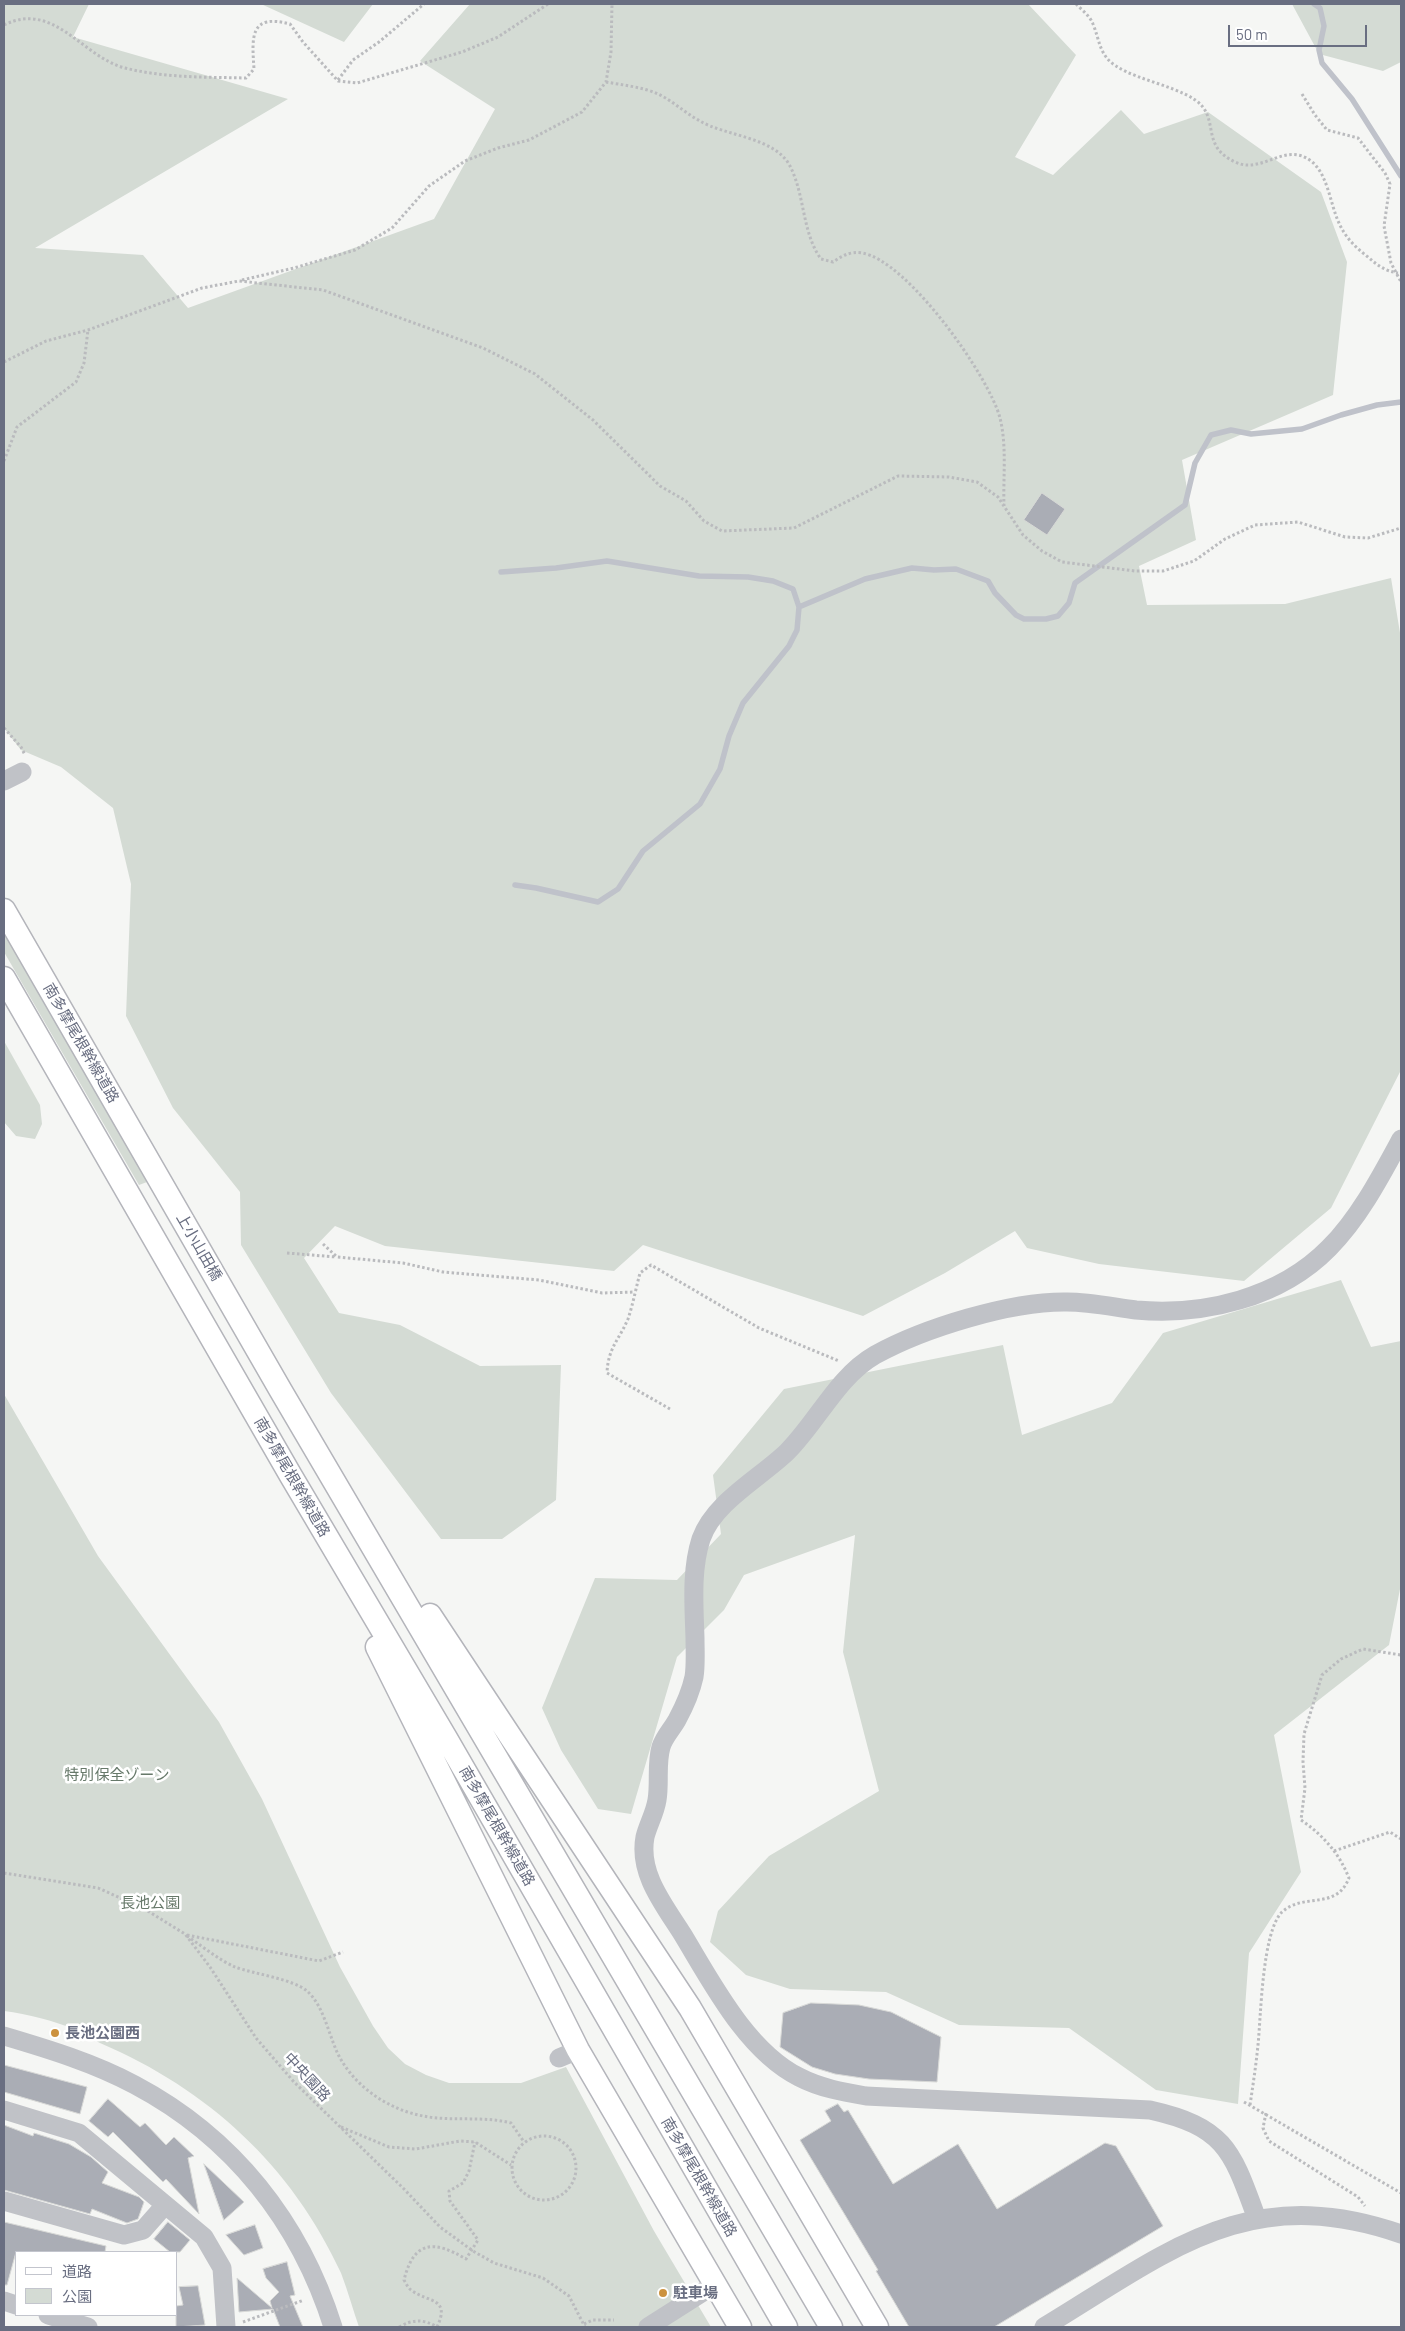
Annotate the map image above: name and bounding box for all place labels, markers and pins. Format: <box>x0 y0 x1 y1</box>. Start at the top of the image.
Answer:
place label: 長池公園西 <box>65 2024 140 2042</box>
marker: 長池公園西 <box>49 2027 61 2039</box>
place label: 駐車場 <box>673 2284 718 2302</box>
marker: 駐車場 <box>657 2287 669 2299</box>

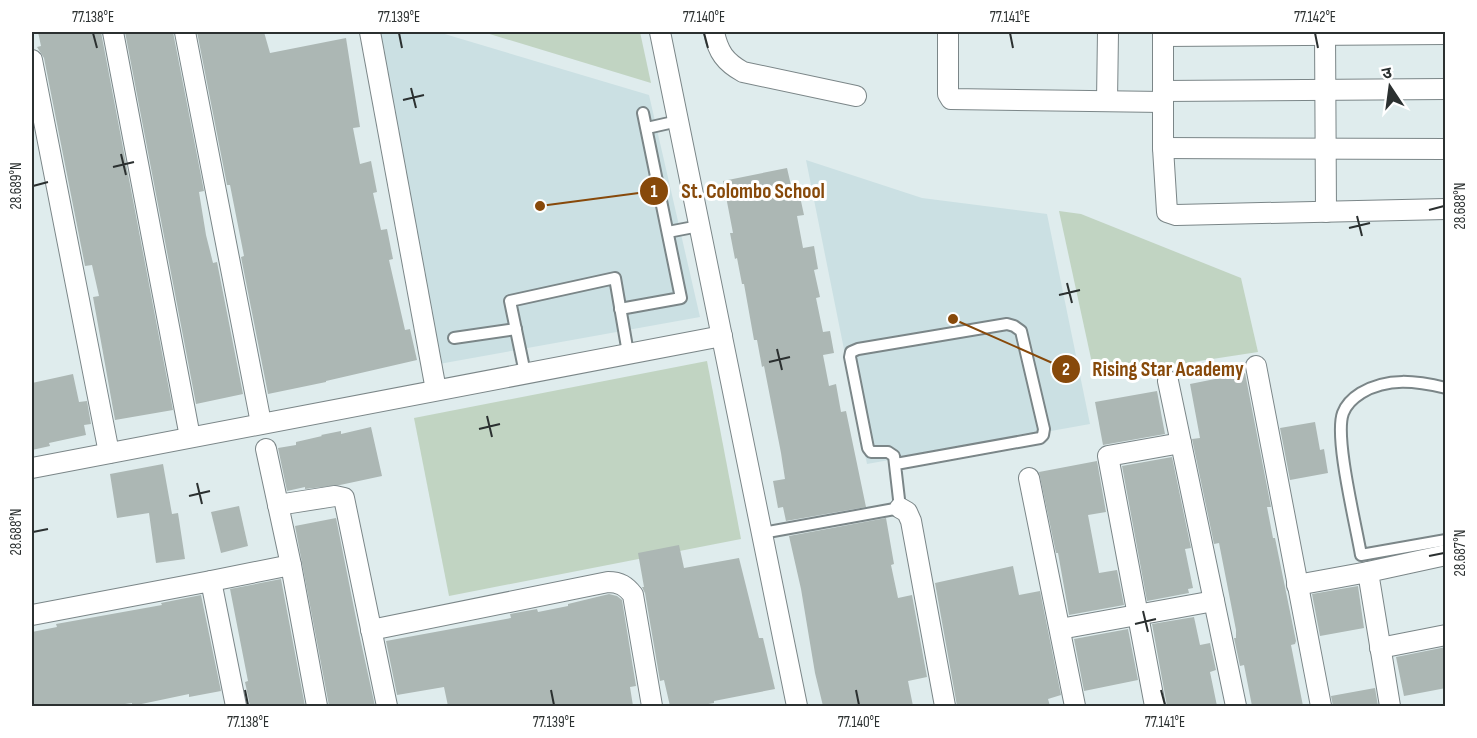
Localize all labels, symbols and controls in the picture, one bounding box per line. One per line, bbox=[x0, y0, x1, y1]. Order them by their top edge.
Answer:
text: 77.138°E bbox=[72, 8, 114, 27]
text: 77.139°E bbox=[378, 8, 420, 27]
text: 77.140°E bbox=[683, 8, 725, 27]
text: 77.141°E bbox=[990, 8, 1030, 27]
text: 77.142°E bbox=[1294, 8, 1336, 27]
north arrow bbox=[1360, 57, 1420, 117]
text: उ bbox=[1380, 63, 1394, 84]
text: 28.689°N bbox=[7, 162, 26, 210]
callout: St. Colombo School bbox=[639, 171, 837, 210]
text: St. Colombo School bbox=[681, 179, 825, 204]
text: 1 bbox=[650, 181, 658, 202]
text: 28.688°N bbox=[1451, 183, 1470, 229]
callout: Rising Star Academy bbox=[1051, 349, 1256, 388]
text: Rising Star Academy bbox=[1092, 357, 1244, 382]
text: 2 bbox=[1062, 359, 1070, 380]
text: 28.688°N bbox=[7, 509, 26, 555]
text: 28.687°N bbox=[1451, 530, 1470, 576]
text: 77.138°E bbox=[227, 713, 269, 732]
text: 77.139°E bbox=[533, 713, 575, 732]
text: 77.140°E bbox=[838, 713, 880, 732]
text: 77.141°E bbox=[1145, 713, 1185, 732]

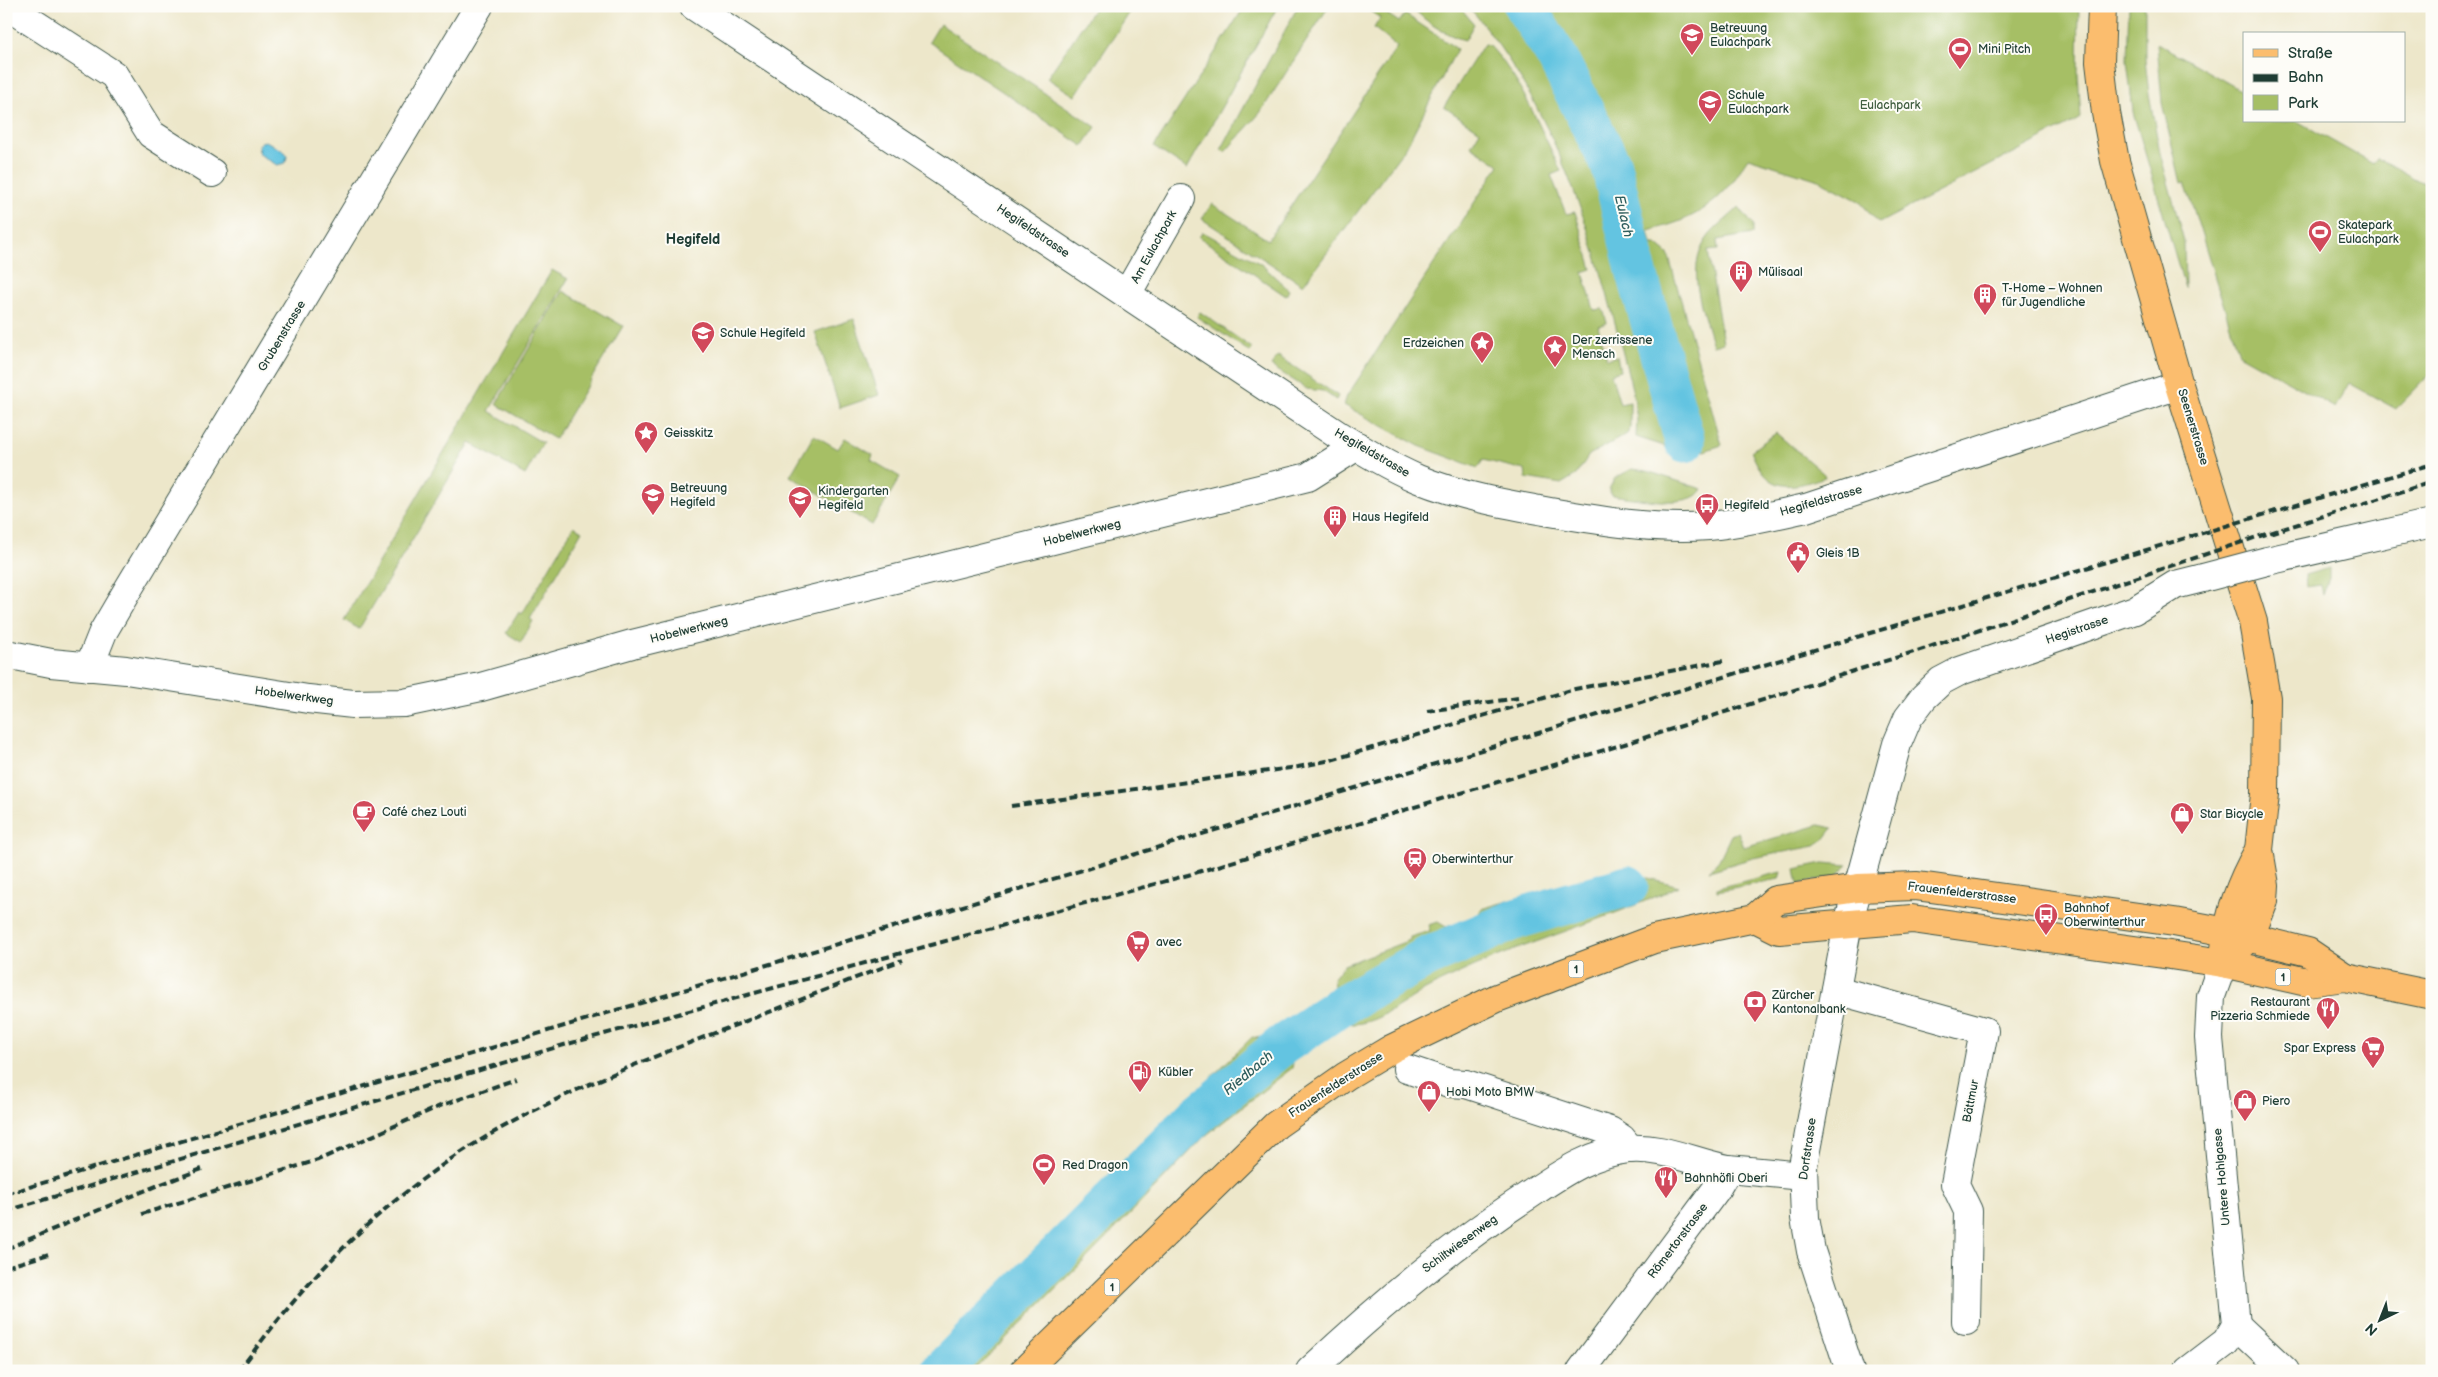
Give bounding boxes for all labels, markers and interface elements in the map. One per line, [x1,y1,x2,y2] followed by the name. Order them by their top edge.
[1710,21,1771,50] place label: Betreuung Eulachpark
[1679,22,1705,56] school or university icon: Betreuung Eulachpark
[2243,32,2406,122] legend
[1947,36,1973,70] sports icon: Mini Pitch
[1978,42,2031,57] place label: Mini Pitch
[2288,44,2333,63] text: Straße
[2288,68,2324,87] text: Bahn
[1728,88,1789,117] place label: Schule Eulachpark
[1697,89,1723,123] school or university icon: Schule Eulachpark
[2288,94,2319,113] text: Park
[1860,98,1920,113] park label: Eulachpark
[1611,193,1637,239] water label: Eulach
[994,201,1072,261] street label: Hegifeldstrasse
[1128,208,1180,286] street label: Am Eulachpark
[2338,218,2399,247] place label: Skatepark Eulachpark
[2307,219,2333,253] sports icon: Skatepark Eulachpark
[666,231,720,248] district label: Hegifeld
[1728,259,1754,293] building icon: Mülisaal
[1758,265,1803,280] place label: Mülisaal
[2002,281,2103,310] place label: T-Home – Wohnen für Jugendliche
[1972,282,1998,316] building icon: T-Home – Wohnen für Jugendliche
[255,298,309,374] street label: Grubenstrasse
[690,320,716,354] school or university icon: Schule Hegifeld
[720,326,805,341] place label: Schule Hegifeld
[1469,330,1495,364] place icon: Erdzeichen
[1572,333,1652,362] place label: Der zerrissene Mensch
[1542,334,1568,368] place icon: Der zerrissene Mensch
[1403,336,1464,351] place label: Erdzeichen
[2174,387,2212,467] street label: Seenerstrasse
[633,420,659,454] place icon: Geisskitz
[1331,425,1413,481] street label: Hegifeldstrasse
[664,426,713,441] place label: Geisskitz
[670,481,727,510] place label: Betreuung Hegifeld
[640,482,666,516] school or university icon: Betreuung Hegifeld
[1778,482,1864,520] street label: Hegifeldstrasse
[818,484,889,513] place label: Kindergarten Hegifeld
[787,485,813,519] school or university icon: Kindergarten Hegifeld
[1694,492,1720,526] bus stop icon: Hegifeld
[1724,498,1770,513] place label: Hegifeld
[1322,504,1348,538] building icon: Haus Hegifeld
[1352,510,1429,525] place label: Haus Hegifeld
[1042,516,1122,550] street label: Hobelwerkweg
[1785,540,1811,574] public building icon: Gleis 1B
[1816,546,1860,561] place label: Gleis 1B
[2044,612,2110,648] street label: Hegistrasse
[649,613,729,647] street label: Hobelwerkweg
[254,683,334,709] street label: Hobelwerkweg
[351,799,377,833] cafe icon: Café chez Louti
[2169,801,2195,835] shop icon: Star Bicycle
[382,805,467,820] place label: Café chez Louti
[2200,807,2263,822] place label: Star Bicycle
[1402,846,1428,880] station icon: Oberwinterthur
[1432,852,1514,867] place label: Oberwinterthur
[1907,879,2017,907] street label: Frauenfelderstrasse
[2064,901,2146,930] place label: Bahnhof Oberwinterthur
[2033,902,2059,936] bus stop icon: Bahnhof Oberwinterthur
[1125,929,1151,963] supermarket icon: avec
[1156,935,1182,950] place label: avec
[1568,961,1584,978] road number: 1
[2276,969,2290,986] road number: 1
[1771,988,1846,1017] place label: Zürcher Kantonalbank
[1742,989,1768,1023] bank icon: Zürcher Kantonalbank
[2210,995,2310,1024] place label: Restaurant Pizzeria Schmiede
[2315,996,2341,1030] restaurant icon: Restaurant Pizzeria Schmiede
[2360,1035,2386,1069] supermarket icon: Spar Express
[2284,1041,2356,1056] place label: Spar Express
[1220,1047,1277,1099] water label: Riedbach
[1286,1049,1386,1121] street label: Frauenfelderstrasse
[1127,1059,1153,1093] fuel station icon: Kübler
[1158,1065,1194,1080] place label: Kübler
[1960,1078,1983,1124] street label: Bättmur
[1416,1079,1442,1113] shop icon: Hobi Moto BMW
[1446,1085,1534,1100] place label: Hobi Moto BMW
[2232,1088,2258,1122] shop icon: Piero
[2262,1094,2291,1109] place label: Piero
[1796,1117,1820,1181] street label: Dorfstrasse
[2210,1128,2234,1226] street label: Untere Hohlgasse
[1031,1152,1057,1186] sports icon: Red Dragon
[1062,1158,1128,1173] place label: Red Dragon
[1653,1165,1679,1199] restaurant icon: Bahnhöfli Oberi
[1684,1171,1768,1186] place label: Bahnhöfli Oberi
[1645,1200,1711,1282] street label: Römertorstrasse
[1420,1212,1501,1276] street label: Schiltwiesenweg
[1104,1278,1120,1295] road number: 1
[2356,1294,2406,1344] north arrow
[2362,1319,2381,1339] text: N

* _ASSIGNMENT_:
If a line in the material contains "Betreuung", show it.

* _EXERCISE RESPONSE_:
[1710,21,1771,50] place label: Betreuung Eulachpark
[1679,22,1705,56] school or university icon: Betreuung Eulachpark
[670,481,727,510] place label: Betreuung Hegifeld
[640,482,666,516] school or university icon: Betreuung Hegifeld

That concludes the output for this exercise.